Esta madrugada, gracias a los buenos oficios de la
querida Liz, tuve en mis manos por primera vez El Mundo según Amaya.
Como acostumbramos muchos nostálgicos con esos objetos, lo primero que hice fue
sentirlo, palparlo, pasar sus hojas entre mis dedos. Abrí una página al azar y
mis ojos se toparon con un texto que no tardó en arrancarme la primera de lo
que sin duda serán muchas lágrimas. No fue una lágrima de dolor ni de tristeza.
No. Fue acaso melancolía. Fue también alegría ante la certeza de que, como dice
el título de ese texto en la página 140, “todos estamos conectados”.
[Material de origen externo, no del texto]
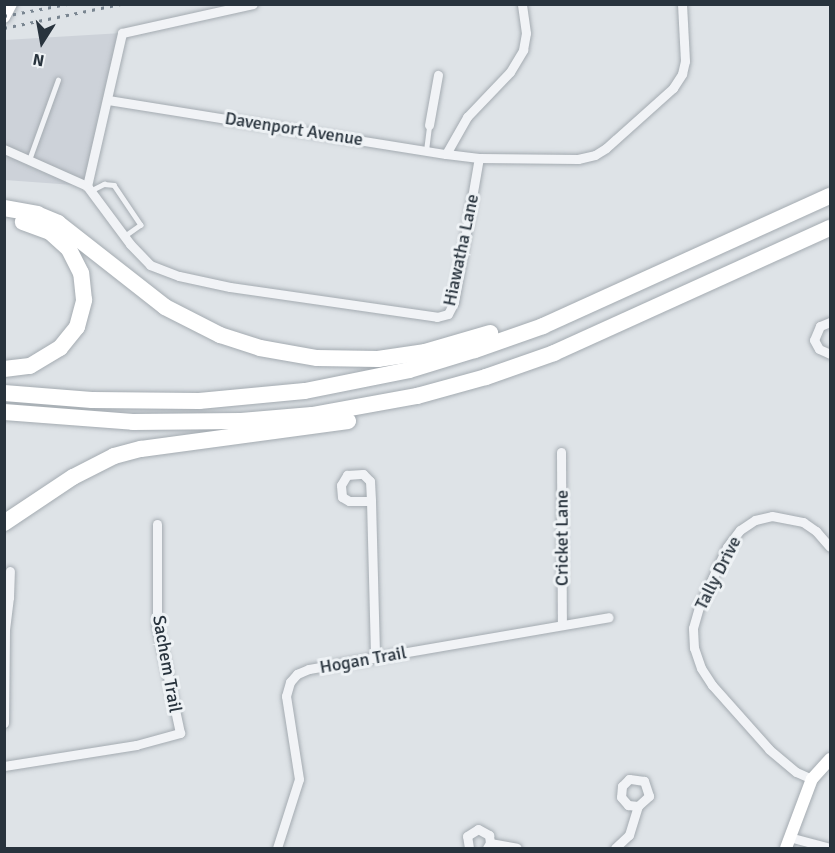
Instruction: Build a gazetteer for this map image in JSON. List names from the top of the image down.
{
  "streets": {
    "street": [
      "Davenport Avenue",
      "Hiawatha Lane",
      "Cricket Lane",
      "Tally Drive",
      "Hogan Trail",
      "Sachem Trail"
    ]
  },
  "crossings": [
    ["Davenport Avenue", "Hiawatha Lane"],
    ["Cricket Lane", "Hogan Trail"]
  ],
  "north": "bottom"
}
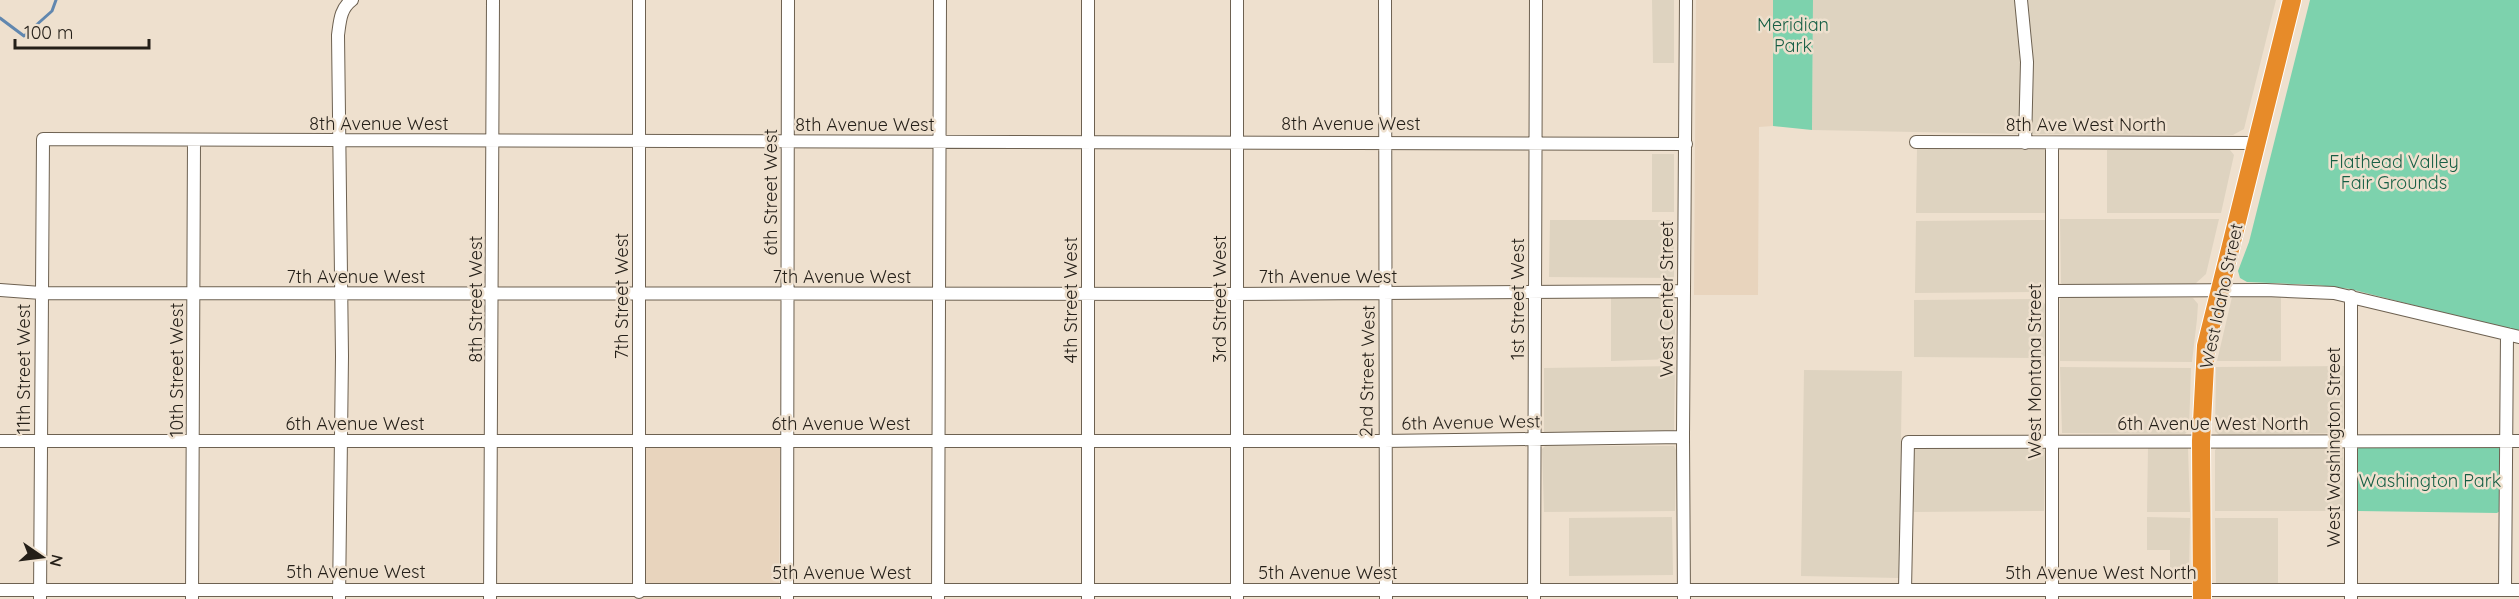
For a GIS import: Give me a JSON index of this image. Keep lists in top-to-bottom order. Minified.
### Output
{"streets":{"highway":["West Idaho Street"],"street":["8th Avenue West","8th Ave West North","6th Street West","7th Avenue West","7th Street West","8th Street West","3rd Street West","1st Street West","West Center Street","4th Street West","11th Street West","10th Street West","2nd Street West","West Montana Street","6th Avenue West","6th Avenue West North","West Washington Street","5th Avenue West","5th Avenue West North"]},"crossings":[["8th Avenue West","6th Street West"],["8th Avenue West","7th Street West"],["8th Avenue West","8th Street West"],["8th Avenue West","3rd Street West"],["8th Avenue West","1st Street West"],["8th Avenue West","West Center Street"],["8th Avenue West","4th Street West"],["8th Avenue West","11th Street West"],["8th Avenue West","10th Street West"],["8th Avenue West","2nd Street West"],["8th Ave West North","West Idaho Street"],["8th Ave West North","West Montana Street"],["6th Street West","7th Avenue West"],["6th Street West","6th Avenue West"],["6th Street West","5th Avenue West"],["7th Avenue West","7th Street West"],["7th Avenue West","8th Street West"],["7th Avenue West","3rd Street West"],["7th Avenue West","1st Street West"],["7th Avenue West","West Center Street"],["7th Avenue West","4th Street West"],["7th Avenue West","11th Street West"],["7th Avenue West","10th Street West"],["7th Avenue West","2nd Street West"],["7th Street West","6th Avenue West"],["7th Street West","5th Avenue West"],["West Idaho Street","6th Avenue West North"],["West Idaho Street","5th Avenue West North"],["8th Street West","6th Avenue West"],["8th Street West","5th Avenue West"],["3rd Street West","6th Avenue West"],["3rd Street West","5th Avenue West"],["1st Street West","6th Avenue West"],["1st Street West","5th Avenue West"],["West Center Street","6th Avenue West"],["West Center Street","5th Avenue West"],["West Center Street","5th Avenue West North"],["4th Street West","6th Avenue West"],["4th Street West","5th Avenue West"],["11th Street West","6th Avenue West"],["11th Street West","5th Avenue West"],["10th Street West","6th Avenue West"],["10th Street West","5th Avenue West"],["2nd Street West","6th Avenue West"],["2nd Street West","5th Avenue West"],["West Montana Street","6th Avenue West North"],["West Montana Street","5th Avenue West North"],["6th Avenue West North","West Washington Street"],["6th Avenue West North","5th Avenue West North"],["West Washington Street","5th Avenue West North"],["5th Avenue West","5th Avenue West North"]],"parks":["Meridian Park","Flathead Valley Fair Grounds","Washington Park"],"scale_bar":"100 m","north":"right"}
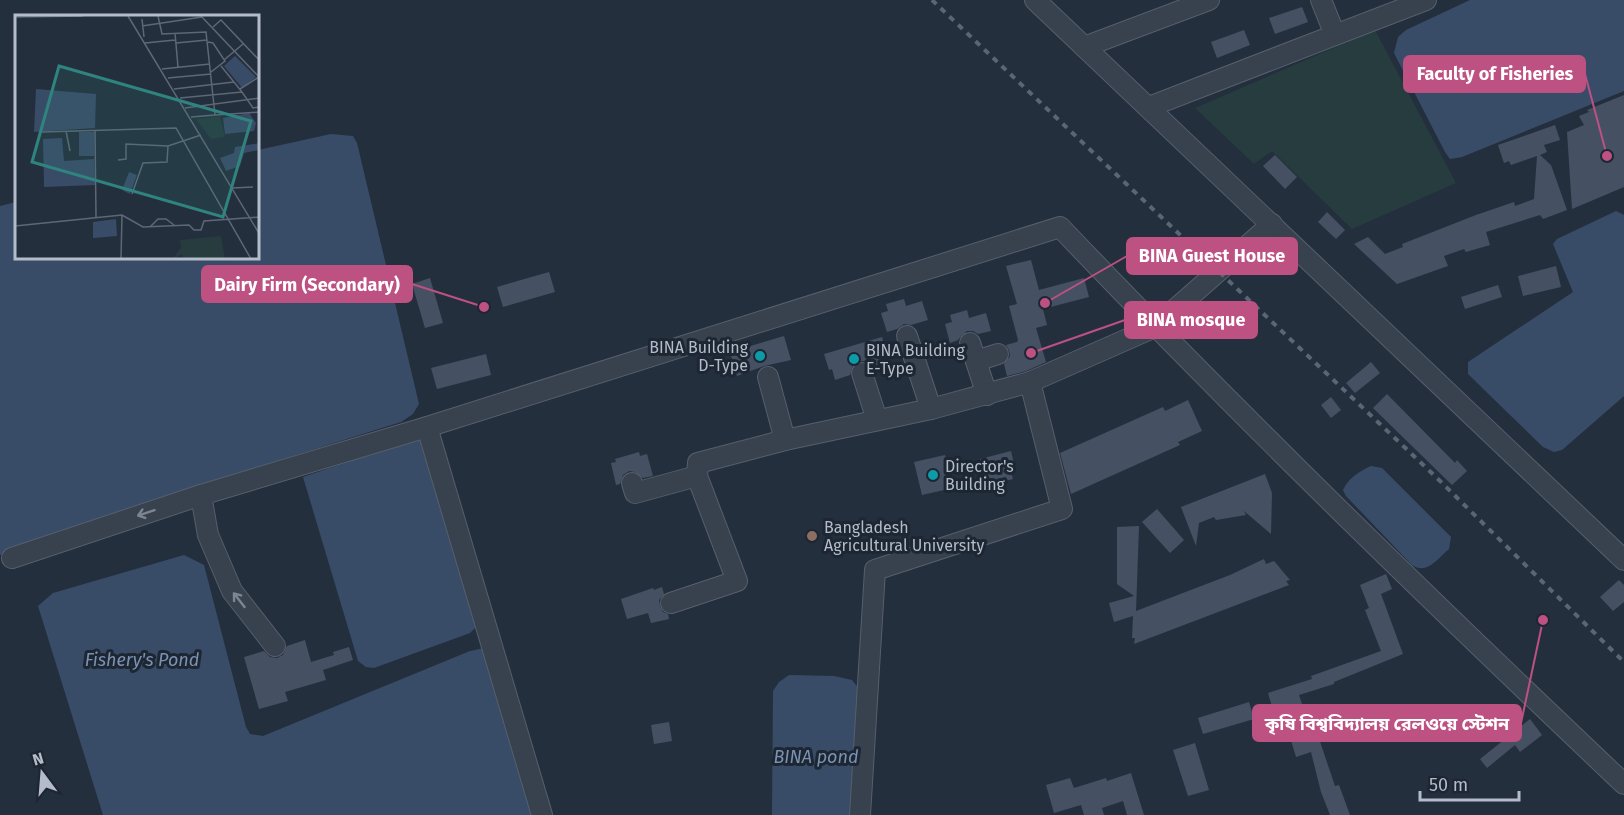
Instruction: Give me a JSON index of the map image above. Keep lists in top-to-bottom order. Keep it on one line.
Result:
{"water":["Fishery's Pond","BINA pond"],"places":["Faculty of Fisheries","BINA Guest House","Dairy Firm (Secondary)","BINA mosque","BINA Building D-Type","BINA Building E-Type","Director's Building","Bangladesh Agricultural University","কৃষি বিশ্ববিদ্যালয় রেলওয়ে স্টেশন"],"scale_bar":"50 m","north":"top"}
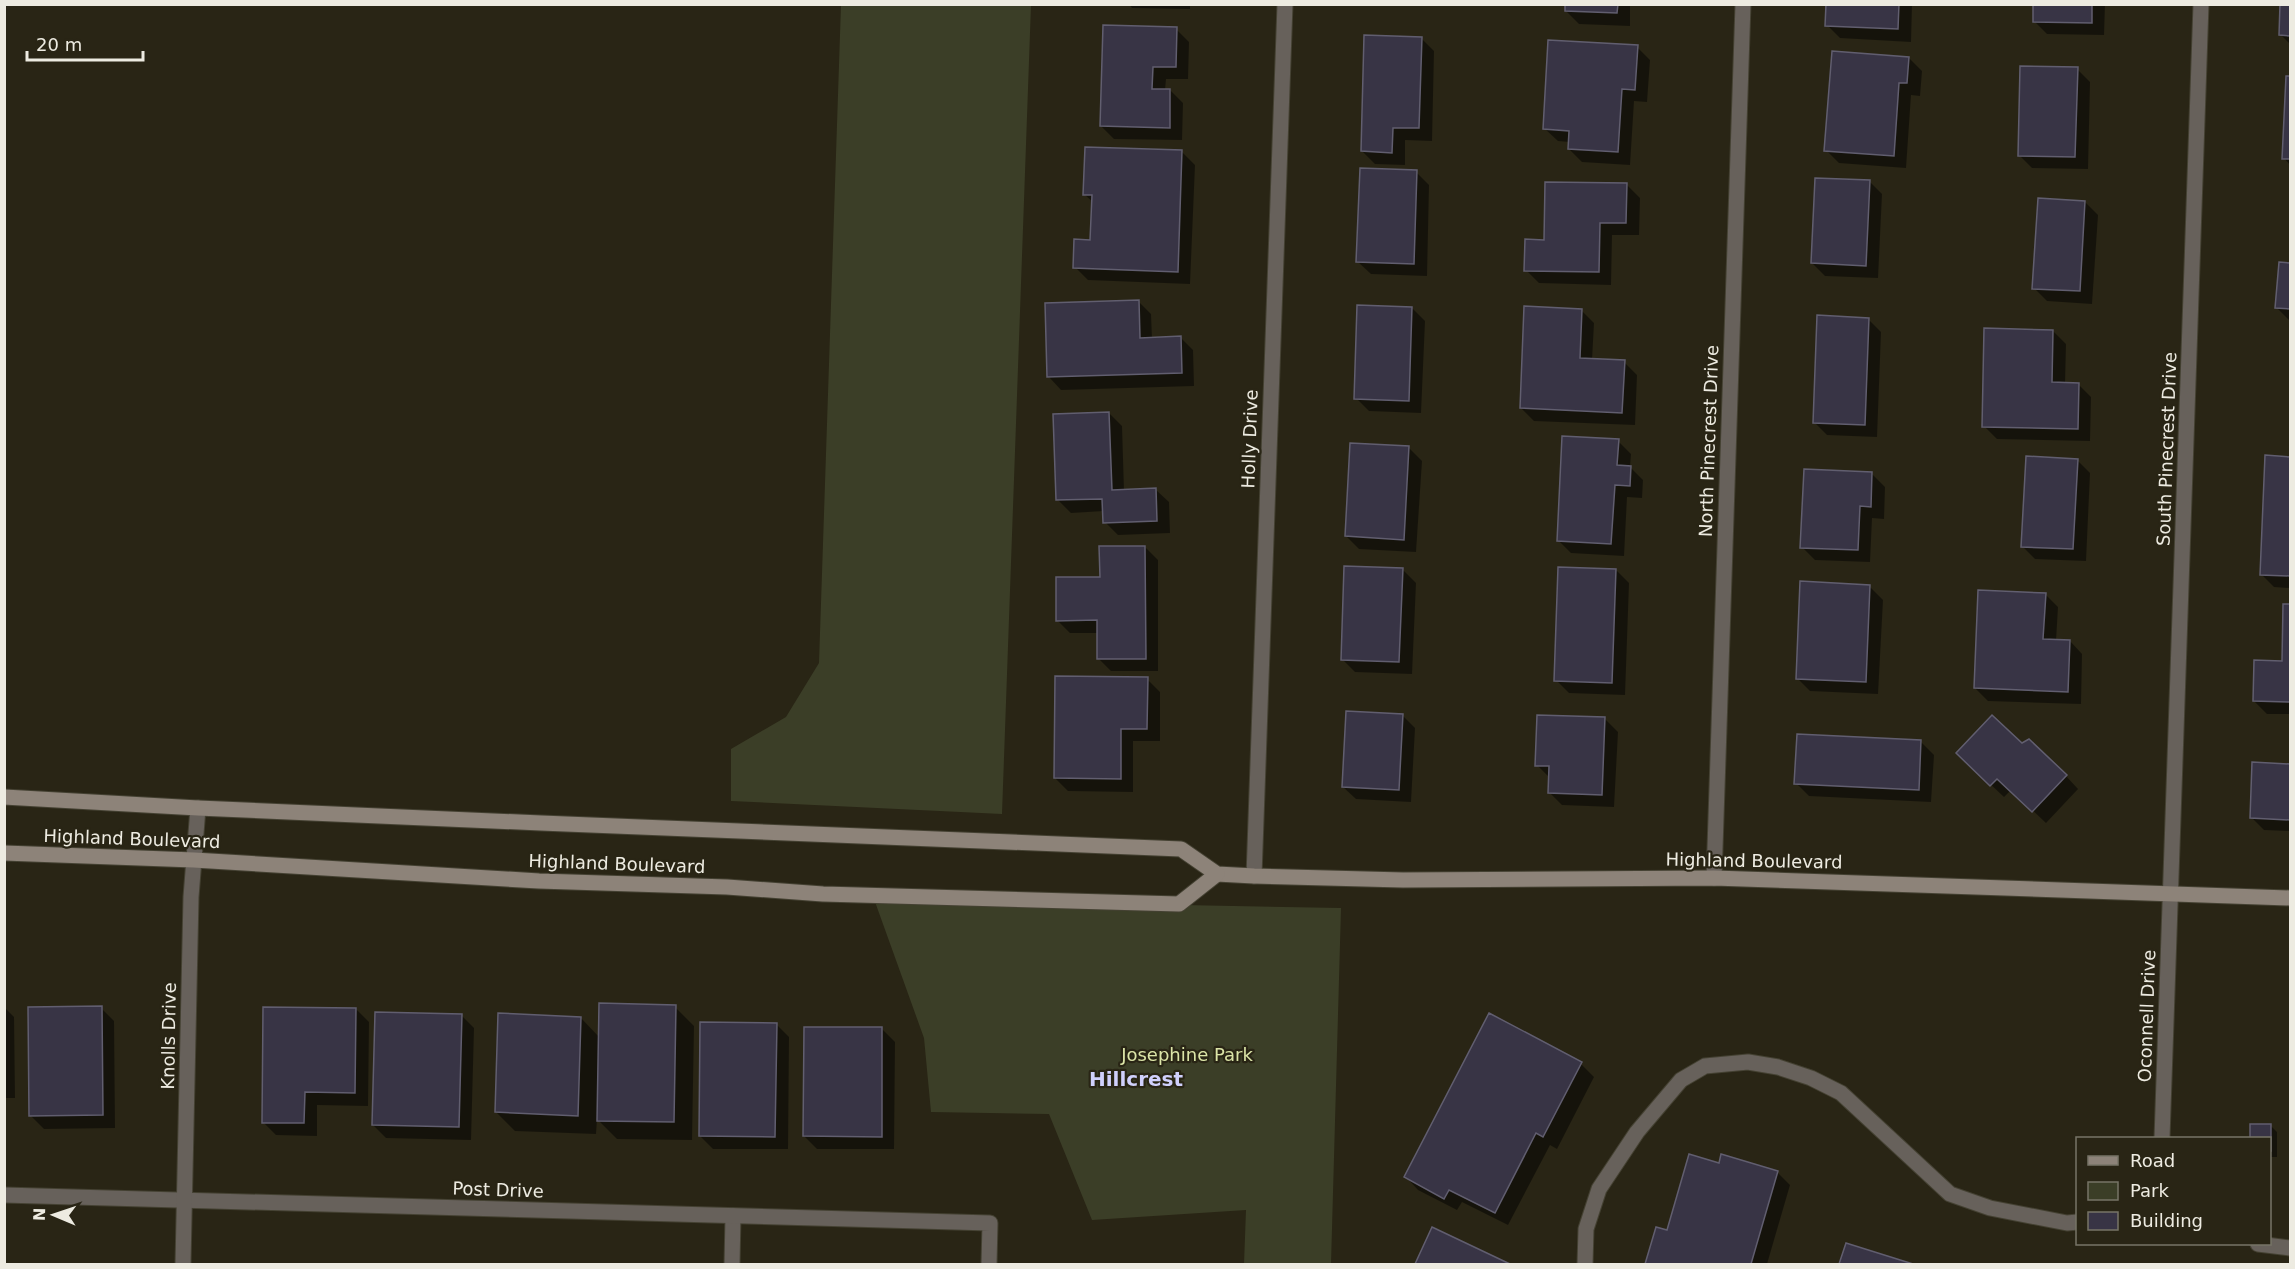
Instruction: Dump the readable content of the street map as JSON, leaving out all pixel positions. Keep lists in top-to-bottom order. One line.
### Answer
{"streets":{"main road":["Highland Boulevard"],"street":["Holly Drive","North Pinecrest Drive","South Pinecrest Drive","Oconnell Drive","Knolls Drive","Post Drive"]},"crossings":[["Holly Drive","Highland Boulevard"],["North Pinecrest Drive","Highland Boulevard"],["South Pinecrest Drive","Highland Boulevard"],["South Pinecrest Drive","Oconnell Drive"],["Highland Boulevard","Oconnell Drive"],["Highland Boulevard","Knolls Drive"],["Knolls Drive","Post Drive"]],"districts":["Hillcrest"],"parks":["Josephine Park"],"legend":["Road","Park","Building"],"scale_bar":"20 m","north":"left"}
Por la tarde me di un tiempo y fui a la versión en línea del mundo de Amaya, seguro de que en aquel octubre de 2008 en que el
texto había sido publicado, más de uno habríamos escrito ahí alguna reacción.
No me equivocaba: ahí estaban los comentarios de varios de los que en aquel año
habíamos comenzado a formar una peculiar red que hoy sigue vigente, pese a las
distancias y los abandonos de la mayoría de nuestros blogs. No me sorprendió
encontrar que lo que pensé esta mañana ya estaba registrado ahí, hace más de
tres años.
Hace unas semanas, a finales de 2011, Amaya
expresaba en su cuenta de Twitter y en su blog algo acerca del sentido de
necesitar un abrazo. En estos días, estoy seguro, Amaya está recibiendo muchos
abrazos. Los recibe de quienes están cerca, pero también a través de
comentarios en las redes sociales en las que tanto ha participado. Cada palabra
que recibe es un abrazo que dice “no estás sola”.
Y a partir de este punto me permito hablarte a
ti, Amaya. Porque mis palabras en particular quieren ser un abrazo que dice
“gracias por lo que tu existencia ha dado al mundo”. Y cuando digo al mundo
pienso en el mío, pero pienso también en los mundos que de alguna manera se
ligan a mi pequeño entorno. Mundos de gente que jamás te ha visto y a través de
terceros ha llegado a conocerte y seguirte incluso con mayor ahínco que yo
mismo. Porque han encontrado en ti una manera de dar sentido a la existencia.
Es curioso, escribo como si yo sí
te conociera en persona. Como si yo hubiese ya tenido la fortuna de escuchar tu
voz o haberte dado uno de esos abrazos con los brazos verdaderos. Y no. Sin
embargo, son ya cuatro años de conocerte. Cuatro años que de alguna manera nos
hemos seguido la pista. Hace un mes, en ocasión de mi cumpleaños, usaste
aquella frase que nos permitió conocernos, aquella de “la obligación ciudadana
de vivir en la indignación permanente”. Y de ahí pa’l real. Aquí estamos.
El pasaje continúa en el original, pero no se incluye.